Many of the duties previously in force on composite goods, that is goods containing sugar or cocoa, or both—made-up manufactured goods—were over-elaborate. These have been simplified wherever possible, which is a good further product of this Order. Working out simplified rates, in some cases in consultation with the trades affected, together with the need to work out new drawback schemes under Section 9 of the Import Duties Act, 1958, accounts mainly for the delay from the passing of the Finance Act, 1962, to the introduction of this Order. We had to consult some trades that were marginally or directly affected in order to be sure that we were not affecting them in a way we had not intended. That is the reason for the delay.

How substantial are these decreases? In 1961–62, before the rates were reduced, the yield to the Revenue was about £17 million. As a consequence of the action of my right hon. Friend in 1962–63 the yield was a good deal less than half of that. This is where we pass into the kind of mystery that the right hon. Gentleman mentioned and under which he laboured when he was in power.

The effect of this Order in terms of revenue will be negligible, but I should like the right hon. Gentleman to know that it is substantially less than half the £17 million.

Mr. Jay

Is that £8 million, or whatever it now is, in sugar and tea?

Mr. Green

A substantial part of it will be sugar. There is, I agree, therefore this extra complication. The right hon. Gentleman very fairly excluded sugar from the argument, because there is a home-protected element in that as well. He went on to ask whether I thought that the remaining Customs element was of real value to the Commonwealth. This was his key question. I can only give the facts in the case.

On tea there is a 2d. per lb. duty and it is guaranteed to Commonwealth suppliers. On coffee there is a 9s. 4d. per cwt. duty which is guaranteed to India and Rhodesia. It is a fact that under the Ottawa Agreement we have given these guarantees and we cannot unilaterally get rid of them. This, therefore, is the reason why in the transference from revenue to protective duty we have retained what we guaranteed. I hope that with these words the right hon. Gentleman and the House will accept the Order.

Mr. Eric Lubbock (Orpington)

The hon. Gentleman said that the effects of the Order in terms of revenue would be negligible, but I believe that it is true that under this Order some of the commitments which we have undertaken under the E.F.T.A. Agreement, which would have taken effect on 1st March, 1965, have been anticipated. Therefore, to that extent there must have been some reduction in the revenue that will be received from these duties.
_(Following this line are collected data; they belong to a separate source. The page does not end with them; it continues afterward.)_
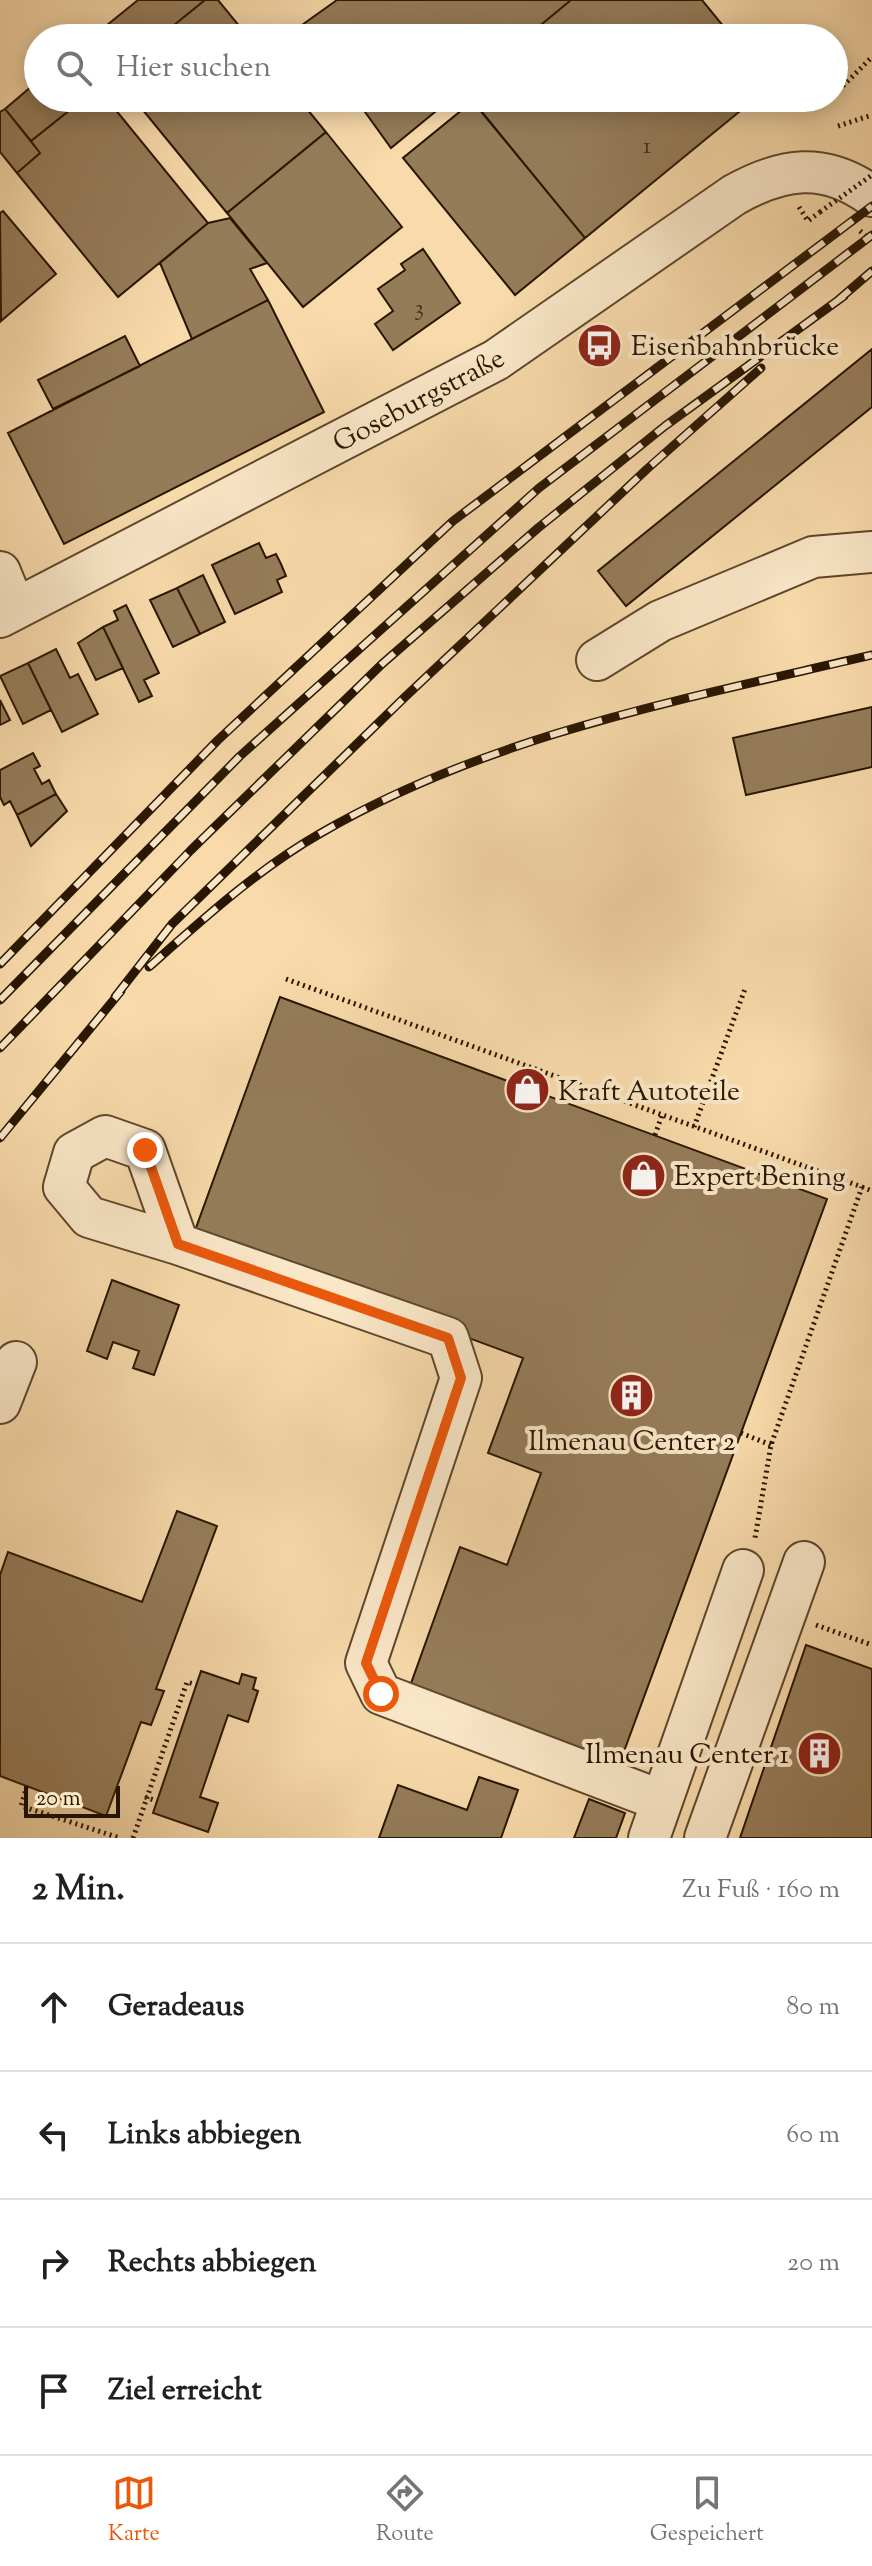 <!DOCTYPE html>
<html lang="de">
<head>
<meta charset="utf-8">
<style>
	:root { --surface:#fff; --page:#f6f6f6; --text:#202124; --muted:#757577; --line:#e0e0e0; --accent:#ea580c }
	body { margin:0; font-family:"Sorts Mill Goudy",serif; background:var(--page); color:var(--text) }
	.scale { position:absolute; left:24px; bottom:20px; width:96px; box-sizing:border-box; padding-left:8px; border:4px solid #291600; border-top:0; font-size:22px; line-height:28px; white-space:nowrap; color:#291600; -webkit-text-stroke:6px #fae7c8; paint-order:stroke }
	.stop { position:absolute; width:24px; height:24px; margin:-18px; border:6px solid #ea580c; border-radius:50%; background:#fff }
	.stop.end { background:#ea580c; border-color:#fff; box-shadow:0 2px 8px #0008 }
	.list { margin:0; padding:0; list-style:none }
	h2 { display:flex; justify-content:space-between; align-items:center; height:104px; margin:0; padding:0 32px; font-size:34px }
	h2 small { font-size:26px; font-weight:400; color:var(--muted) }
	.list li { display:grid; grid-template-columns:52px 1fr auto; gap:24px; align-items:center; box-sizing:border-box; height:128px; padding:0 32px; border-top:2px solid var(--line) }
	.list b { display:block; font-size:30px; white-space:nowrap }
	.list em { font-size:26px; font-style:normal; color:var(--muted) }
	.icon { flex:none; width:44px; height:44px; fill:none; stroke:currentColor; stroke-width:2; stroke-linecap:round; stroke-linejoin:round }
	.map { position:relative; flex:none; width:872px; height:1838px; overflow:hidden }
	.search { position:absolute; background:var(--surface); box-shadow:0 4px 20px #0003; left:24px; right:24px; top:24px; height:88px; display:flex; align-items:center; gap:20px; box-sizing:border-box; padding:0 28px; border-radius:44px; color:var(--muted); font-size:30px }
	.sheet { height:616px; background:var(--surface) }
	nav { display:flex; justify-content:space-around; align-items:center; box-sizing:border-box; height:112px; border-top:2px solid var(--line); background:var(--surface); font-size:22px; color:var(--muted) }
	nav a { display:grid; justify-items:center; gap:4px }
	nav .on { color:var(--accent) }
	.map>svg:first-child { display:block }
</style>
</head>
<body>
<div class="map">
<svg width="872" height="1838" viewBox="0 0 872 1838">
	<rect width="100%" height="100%" fill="#f8daab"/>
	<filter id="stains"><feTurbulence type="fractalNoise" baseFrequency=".0025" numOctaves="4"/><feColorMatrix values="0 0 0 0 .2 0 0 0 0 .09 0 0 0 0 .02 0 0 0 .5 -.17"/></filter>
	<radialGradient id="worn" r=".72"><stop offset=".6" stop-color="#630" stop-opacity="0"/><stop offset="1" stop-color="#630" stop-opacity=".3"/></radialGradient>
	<path fill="#957c59" stroke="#291600" stroke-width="2" d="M138,0H205L158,38H91Z
		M205,0H218L249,38H158Z
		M337,0H571L525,38H312L302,25Z
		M571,0H702L733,38H525Z
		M38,81V98H85L31,141L5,109Z
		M85,98H106L208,223L118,297L17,173L40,153L31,141Z
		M133,98H298L326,132L227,213Z
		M355,98H452L391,148Z
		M470,98H756L585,238Z
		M473,101L585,238L515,295L403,158Z
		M5,109L40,153L17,173L0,152V112Z
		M326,132L402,227L303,307L227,213Z
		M3,211L56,274L1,321L0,213Z
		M230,218L267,263L250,269L268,300L192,339L160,263L208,223Z
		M423,249L460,303L393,350L375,324L393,311L378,289L405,270L401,264Z
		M268,300L324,412L64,544L8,433Z
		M125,336L140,366L53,409L38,380Z
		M872,349V407L626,606L598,571Z
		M259,543L266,558L276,554L281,564L286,576L277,580L282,592L235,614L212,565Z
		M203,575L225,622L200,634L177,588Z
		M177,588L200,634L173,647L150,600Z
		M126,605L159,673L144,680L152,696L139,702L103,627L118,620L114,611Z
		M103,627L123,668L96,680L78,643Z
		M56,649L70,678L78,674L98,714L62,732L28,663Z
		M28,663L51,710L23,724L0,676Z
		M0,700L10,720L0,725Z
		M872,707V767L746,795L733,738Z
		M33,753L40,766L34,769L42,784L49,780L56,794L17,815L10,801L4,805L0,797V770Z
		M56,794L67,811L31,846L17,815Z
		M280,997L827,1199L619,1765L409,1689L460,1547L507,1565L541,1473L488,1453L523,1358L193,1236Z
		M112,1280L179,1305L154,1375L133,1368L139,1351L113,1342L107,1359L87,1351Z
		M177,1511L217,1526L156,1689L164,1691L151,1725L141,1722L106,1816L0,1776V1575L8,1552L142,1602Z
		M806,1645L872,1669V1838H740Z
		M201,1671L239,1684L242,1674L256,1678L253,1689L258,1691L248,1722L228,1715L200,1797L218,1803L208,1832L153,1813Z
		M479,1777L518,1790L501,1838H379L398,1785L467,1810Z
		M589,1799L625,1813L616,1838H574Z"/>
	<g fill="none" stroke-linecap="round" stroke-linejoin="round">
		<defs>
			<path id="minor" d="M0,572L15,609
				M0,617L496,360L734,195C782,168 824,161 872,196
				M597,660L660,621L813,557L872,552
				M178,1244L145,1150L105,1136L74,1153L64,1187L89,1217L178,1244L448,1338L461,1378L366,1663L381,1694L662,1801
				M0,1403L16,1362
				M649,1838L743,1570
				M705,1838L804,1562"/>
		</defs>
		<use href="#minor" stroke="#5d472b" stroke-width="44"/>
		<path stroke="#291600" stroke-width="5" stroke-dasharray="2 4" stroke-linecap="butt" d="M843,86L872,57
			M838,126L872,115
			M799,207L808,221L820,212
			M860,231L872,241
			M286,979L862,1187L771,1445L755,1538
			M694,1127L745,989
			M655,1135L662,1115
			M862,1187L872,1191
			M741,1433L771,1445
			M816,1625L872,1645
			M27,1786L21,1806L120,1838
			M145,1797L157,1801
			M133,1838L187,1682L197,1685"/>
		<use href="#minor" stroke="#fae7c8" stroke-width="40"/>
		<defs>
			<path id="rail" d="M836,302L872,271
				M0,964L218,740L453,521L872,206
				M149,967C203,919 258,869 321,833C490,735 684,699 872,655
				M115,997L172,924L405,697L647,469L761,368
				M0,1000L240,756L539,488L872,235
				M0,1048L191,850L382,664L538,528L665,426L844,296
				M0,1138L121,991"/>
		</defs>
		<use href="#rail" stroke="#291600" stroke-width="9"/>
		<use href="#rail" stroke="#fae7c8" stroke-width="6" stroke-dasharray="18" stroke-linecap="butt"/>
		<path stroke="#291600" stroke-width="5" stroke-dasharray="2 4" stroke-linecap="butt" d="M820,212L872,175"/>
	</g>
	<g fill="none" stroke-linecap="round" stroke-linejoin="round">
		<path stroke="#ea580c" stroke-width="10" d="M145,1150L178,1244L448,1338L461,1378L366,1663L381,1694"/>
	</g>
	<defs>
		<symbol id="bus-disc" viewBox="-11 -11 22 22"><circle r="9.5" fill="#8f2418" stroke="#fae7c8"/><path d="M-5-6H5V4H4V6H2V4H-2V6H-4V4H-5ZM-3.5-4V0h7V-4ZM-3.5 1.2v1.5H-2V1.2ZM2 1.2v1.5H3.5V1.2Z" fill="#fff"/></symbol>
		<symbol id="shop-disc" viewBox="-11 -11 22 22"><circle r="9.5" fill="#8f2418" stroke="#fae7c8"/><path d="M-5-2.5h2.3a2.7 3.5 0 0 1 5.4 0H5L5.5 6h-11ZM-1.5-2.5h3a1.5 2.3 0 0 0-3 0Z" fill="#fff"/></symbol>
		<symbol id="building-disc" viewBox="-11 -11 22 22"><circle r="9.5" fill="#8f2418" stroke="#fae7c8"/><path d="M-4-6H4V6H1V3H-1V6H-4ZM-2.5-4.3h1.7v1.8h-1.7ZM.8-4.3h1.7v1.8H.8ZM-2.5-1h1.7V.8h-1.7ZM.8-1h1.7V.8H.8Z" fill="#fff"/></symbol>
	</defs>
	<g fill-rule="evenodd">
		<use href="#bus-disc" x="574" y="320" width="51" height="51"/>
		<use href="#shop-disc" x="502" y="1064" width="51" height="51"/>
		<use href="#shop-disc" x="618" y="1150" width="51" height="51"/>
		<use href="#building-disc" x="606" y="1370" width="51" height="51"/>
		<use href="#building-disc" x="794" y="1728" width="51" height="51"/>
	</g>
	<g text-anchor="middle" stroke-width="8" stroke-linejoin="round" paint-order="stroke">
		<g font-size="24" fill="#443016">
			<text x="647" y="153">1</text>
			<text x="419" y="315">3</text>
		</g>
		<g font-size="28" fill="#291600" stroke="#fae7c8" text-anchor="start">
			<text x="631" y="355">Eisenbahnbrücke</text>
			<text x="558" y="1100">Kraft Autoteile</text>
			<text x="674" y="1185">Expert Bening</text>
			<text x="632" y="1450" text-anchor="middle">Ilmenau Center 2</text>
			<text x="789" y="1763" text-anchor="end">Ilmenau Center 1</text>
		</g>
		<g font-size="28" fill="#291600" stroke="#fae7c8">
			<text transform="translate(418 399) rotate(-28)" y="10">Goseburgstraße</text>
		</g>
	</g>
	<rect width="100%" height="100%" filter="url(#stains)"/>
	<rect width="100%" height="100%" fill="url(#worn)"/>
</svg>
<div class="scale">20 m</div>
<div class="stop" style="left:381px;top:1694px"></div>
<div class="stop end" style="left:145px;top:1150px"></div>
<div class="search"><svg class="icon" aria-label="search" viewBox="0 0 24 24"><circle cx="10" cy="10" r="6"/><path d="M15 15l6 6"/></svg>Hier suchen</div>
</div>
<section class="sheet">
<h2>2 Min.<small>Zu Fuß · 160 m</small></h2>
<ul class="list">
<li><svg class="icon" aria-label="ahead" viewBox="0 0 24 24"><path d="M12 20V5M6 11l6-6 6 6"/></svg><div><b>Geradeaus</b></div><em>80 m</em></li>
<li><svg class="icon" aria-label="left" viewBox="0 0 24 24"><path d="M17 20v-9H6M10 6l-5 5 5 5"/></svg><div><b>Links abbiegen</b></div><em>60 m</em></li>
<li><svg class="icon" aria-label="right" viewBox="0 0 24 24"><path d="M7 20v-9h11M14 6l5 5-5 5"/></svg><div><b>Rechts abbiegen</b></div><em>20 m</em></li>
<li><svg class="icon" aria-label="arrive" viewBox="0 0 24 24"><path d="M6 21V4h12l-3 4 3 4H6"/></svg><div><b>Ziel erreicht</b></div></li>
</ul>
</section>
<nav>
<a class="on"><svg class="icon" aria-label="map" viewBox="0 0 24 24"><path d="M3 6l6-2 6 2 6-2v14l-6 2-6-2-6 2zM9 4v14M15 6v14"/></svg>Karte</a>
<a><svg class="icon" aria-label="directions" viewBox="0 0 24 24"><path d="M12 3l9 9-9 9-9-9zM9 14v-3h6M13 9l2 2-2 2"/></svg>Route</a>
<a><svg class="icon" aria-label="saved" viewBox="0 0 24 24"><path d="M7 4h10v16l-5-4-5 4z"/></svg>Gespeichert</a>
</nav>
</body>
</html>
Secondly, the hon. Gentleman says that the duty of 2d. per lb. on tea and 9s. 4d. a cwt. on coffee have been guaranteed under the Ottawa Agreement. Does he say, therefore, that in these circumstances, whatever a future Government might decide, we are never entitled to revoke these duties?

Mr. Green

With the leave of the House I would say to the hon. Member that, first, on E.F.T.A. he is quite right. We are acting within our E.F.T.A. obligations. The hon. Member and the House may recall that we can either remove any protective elements in revenue duties in instalments, in step with the normal E.F.T.A. timetable for the removal of duties, or take single action by 1st January, 1965. We chose the second alternative, and in view of the acceleration of the E.F.T.A. timetables we proceeded to take this step at an early date. We are acting completely within our E.F.T.A. obligations.

The hon. Member asked whether the E.F.T.A. obligations made any difference to the revenue-bearing effect on the consumer of these commodities. The plain answer is that practically all our supplies of these commodities come from the Commonwealth and are duty-free. We retain the preferential margin for the reason I gave—because this is guaranteed I hope that the hon. Member would not ask me to make a hypothetical case as to what a future Government might or might not do in consultation with the Commonwealth. All I am saying is that we are doing this in line with E.F.T.A. obligations previously undertaken and we are not rescinding guarantees given to our Commonwealth friends.

Question put and agreed to.

Resolved, That the Import Duties (General) (No. 4). Order 1963, dated 28th May, 1963, a copy of which was laid before this House on 31st May, be approved.